About Ben Ramsden and Pants to Poverty
Ben Ramsden launched underwear brand, Pants to Poverty in 2005 off the back of the ‘Make Poverty History’ Youth Movement, which sold 11 thousand pairs of pants in just 5 months. Ben played an integral role within this campaign. He was also the international mobilization coordinator for Amnesty International, directing 24 national offices across South America, Africa, South East Asia and Europe, where he organized the development of the movement in terms of people, money, diversity and activism. He also managed both Amnesty Zimbabwe and Amnesty South Africa, developing new strategies, introducing funding and recruiting staff.
Prior to his campaigning work, Ben spent 3 years travelling and working in the developing world, where he saw firsthand, the terrible injustices and inequalities that occur in the world today. He started his journey in Guyana, living deep in its jungles for 8 months, as the first lay person to ever live with the Indigenous Patamona Amerindians. Following this, he worked with the rural community of the ‘Untouchables’, in ‘Deenabandu Puram’, Southern India.

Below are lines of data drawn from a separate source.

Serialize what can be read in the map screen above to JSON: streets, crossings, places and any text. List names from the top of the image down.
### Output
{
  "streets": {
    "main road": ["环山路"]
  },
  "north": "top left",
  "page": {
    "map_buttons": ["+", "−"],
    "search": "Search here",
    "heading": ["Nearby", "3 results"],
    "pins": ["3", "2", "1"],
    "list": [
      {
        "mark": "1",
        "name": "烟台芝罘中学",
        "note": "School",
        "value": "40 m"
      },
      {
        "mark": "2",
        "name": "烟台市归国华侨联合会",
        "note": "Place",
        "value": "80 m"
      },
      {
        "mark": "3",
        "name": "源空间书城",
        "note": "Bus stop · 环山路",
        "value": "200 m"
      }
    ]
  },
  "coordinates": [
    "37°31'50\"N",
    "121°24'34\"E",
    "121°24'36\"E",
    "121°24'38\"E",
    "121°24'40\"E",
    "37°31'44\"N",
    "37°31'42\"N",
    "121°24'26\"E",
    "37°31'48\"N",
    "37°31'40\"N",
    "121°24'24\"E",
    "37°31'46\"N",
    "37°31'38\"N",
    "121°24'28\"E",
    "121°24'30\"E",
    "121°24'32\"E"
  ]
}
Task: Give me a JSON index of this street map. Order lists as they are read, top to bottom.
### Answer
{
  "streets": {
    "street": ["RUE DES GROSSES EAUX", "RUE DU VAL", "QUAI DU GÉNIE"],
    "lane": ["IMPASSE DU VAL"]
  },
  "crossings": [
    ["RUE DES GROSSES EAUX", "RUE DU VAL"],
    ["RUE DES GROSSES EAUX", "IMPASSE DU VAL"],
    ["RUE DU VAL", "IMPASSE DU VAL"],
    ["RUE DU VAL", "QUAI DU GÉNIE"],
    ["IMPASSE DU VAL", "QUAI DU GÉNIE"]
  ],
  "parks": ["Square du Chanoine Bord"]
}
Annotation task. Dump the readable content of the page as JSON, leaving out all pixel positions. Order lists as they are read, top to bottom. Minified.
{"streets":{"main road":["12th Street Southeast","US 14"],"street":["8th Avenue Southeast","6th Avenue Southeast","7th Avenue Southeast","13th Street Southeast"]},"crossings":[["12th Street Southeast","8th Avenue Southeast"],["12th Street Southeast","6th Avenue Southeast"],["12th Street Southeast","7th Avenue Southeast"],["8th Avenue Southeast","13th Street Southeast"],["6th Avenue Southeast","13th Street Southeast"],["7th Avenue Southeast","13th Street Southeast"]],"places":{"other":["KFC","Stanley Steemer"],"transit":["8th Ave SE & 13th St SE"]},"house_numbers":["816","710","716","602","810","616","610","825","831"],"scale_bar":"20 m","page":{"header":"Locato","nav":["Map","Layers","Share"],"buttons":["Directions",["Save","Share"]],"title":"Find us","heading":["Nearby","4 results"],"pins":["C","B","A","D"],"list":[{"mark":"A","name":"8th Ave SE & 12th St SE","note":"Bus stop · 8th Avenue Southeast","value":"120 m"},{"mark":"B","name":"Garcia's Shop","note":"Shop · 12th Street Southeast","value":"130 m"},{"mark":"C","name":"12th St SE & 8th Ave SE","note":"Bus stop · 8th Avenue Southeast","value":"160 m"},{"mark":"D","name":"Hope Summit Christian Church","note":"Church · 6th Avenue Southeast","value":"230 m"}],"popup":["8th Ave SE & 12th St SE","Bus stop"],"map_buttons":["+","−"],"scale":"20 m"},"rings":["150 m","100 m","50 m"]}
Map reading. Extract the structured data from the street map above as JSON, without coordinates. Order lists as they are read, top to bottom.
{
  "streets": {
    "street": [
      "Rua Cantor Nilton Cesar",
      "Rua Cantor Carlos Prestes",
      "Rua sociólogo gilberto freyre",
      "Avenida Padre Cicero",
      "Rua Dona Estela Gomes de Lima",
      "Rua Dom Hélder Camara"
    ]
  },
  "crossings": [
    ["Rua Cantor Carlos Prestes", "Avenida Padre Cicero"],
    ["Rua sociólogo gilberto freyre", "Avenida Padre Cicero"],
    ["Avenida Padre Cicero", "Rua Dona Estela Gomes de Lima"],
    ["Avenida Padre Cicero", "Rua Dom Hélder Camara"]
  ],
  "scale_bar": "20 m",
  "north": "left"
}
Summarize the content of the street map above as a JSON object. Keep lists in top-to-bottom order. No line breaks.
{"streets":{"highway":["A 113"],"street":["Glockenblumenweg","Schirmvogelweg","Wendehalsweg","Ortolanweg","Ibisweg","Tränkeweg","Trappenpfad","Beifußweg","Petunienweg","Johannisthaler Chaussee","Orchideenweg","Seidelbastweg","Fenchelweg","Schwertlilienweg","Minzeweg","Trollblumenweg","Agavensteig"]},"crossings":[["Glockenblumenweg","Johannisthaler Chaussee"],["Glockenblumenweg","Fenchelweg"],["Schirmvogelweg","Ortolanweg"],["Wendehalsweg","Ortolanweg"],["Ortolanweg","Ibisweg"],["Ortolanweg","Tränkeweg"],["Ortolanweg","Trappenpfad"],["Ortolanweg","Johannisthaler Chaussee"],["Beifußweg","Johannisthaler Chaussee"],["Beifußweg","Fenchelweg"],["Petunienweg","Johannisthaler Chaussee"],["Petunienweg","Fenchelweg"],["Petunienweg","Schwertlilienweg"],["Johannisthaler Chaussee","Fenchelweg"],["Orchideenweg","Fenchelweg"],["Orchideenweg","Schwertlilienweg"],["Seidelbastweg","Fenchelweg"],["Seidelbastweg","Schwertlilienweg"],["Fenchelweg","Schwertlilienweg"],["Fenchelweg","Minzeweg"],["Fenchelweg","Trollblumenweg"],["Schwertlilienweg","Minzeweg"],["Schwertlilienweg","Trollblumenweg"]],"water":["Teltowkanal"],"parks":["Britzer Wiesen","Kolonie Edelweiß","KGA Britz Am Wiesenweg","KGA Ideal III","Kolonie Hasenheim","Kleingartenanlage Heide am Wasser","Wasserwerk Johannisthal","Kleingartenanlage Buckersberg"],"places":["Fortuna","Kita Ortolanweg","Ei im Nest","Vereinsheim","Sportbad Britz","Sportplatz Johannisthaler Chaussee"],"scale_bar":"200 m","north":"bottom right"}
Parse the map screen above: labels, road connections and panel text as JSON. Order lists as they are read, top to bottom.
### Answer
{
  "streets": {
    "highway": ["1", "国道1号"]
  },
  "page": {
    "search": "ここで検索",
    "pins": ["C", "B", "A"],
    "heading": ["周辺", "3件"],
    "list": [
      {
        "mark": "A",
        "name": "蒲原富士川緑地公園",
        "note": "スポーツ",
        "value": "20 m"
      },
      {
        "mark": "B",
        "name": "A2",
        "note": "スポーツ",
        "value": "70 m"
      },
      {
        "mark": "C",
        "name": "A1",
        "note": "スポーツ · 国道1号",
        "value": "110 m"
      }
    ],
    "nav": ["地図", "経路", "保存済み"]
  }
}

It was these placements that finally drove Ben to embark on his mission and set straight the hierarchical and discriminating systems that keep billions of people trapped, in the prison of poverty all over the world.
Ben soon realized the valuable and significant role that the fashion and cotton industry can have in linking the world’s richest people to its very poorest, and how it can be used to transform the relationship between the two. Making fair trade and ethical consumerism a reality is now the central goal of his life’s work, driving him to begin Pants to Poverty and now collaborate with Zameen organic and Alok Cotton.
Today, Pants to Poverty is one of the leading ethical and sustainable fashion pioneers, who have introduced socially responsible supply chains with fair wages and extensive training programmes that aim to empower women. The brand has also worked to reduce the amount of pesticides used in production, helped establish a new programme working directly with tribal farmers in India and contributed to the AIDS Treatment action campaign in South Africa (TAC). In addition, the new range, a collaboration with designer Zakee Shariff, uses profits to establish a child-free labour programme.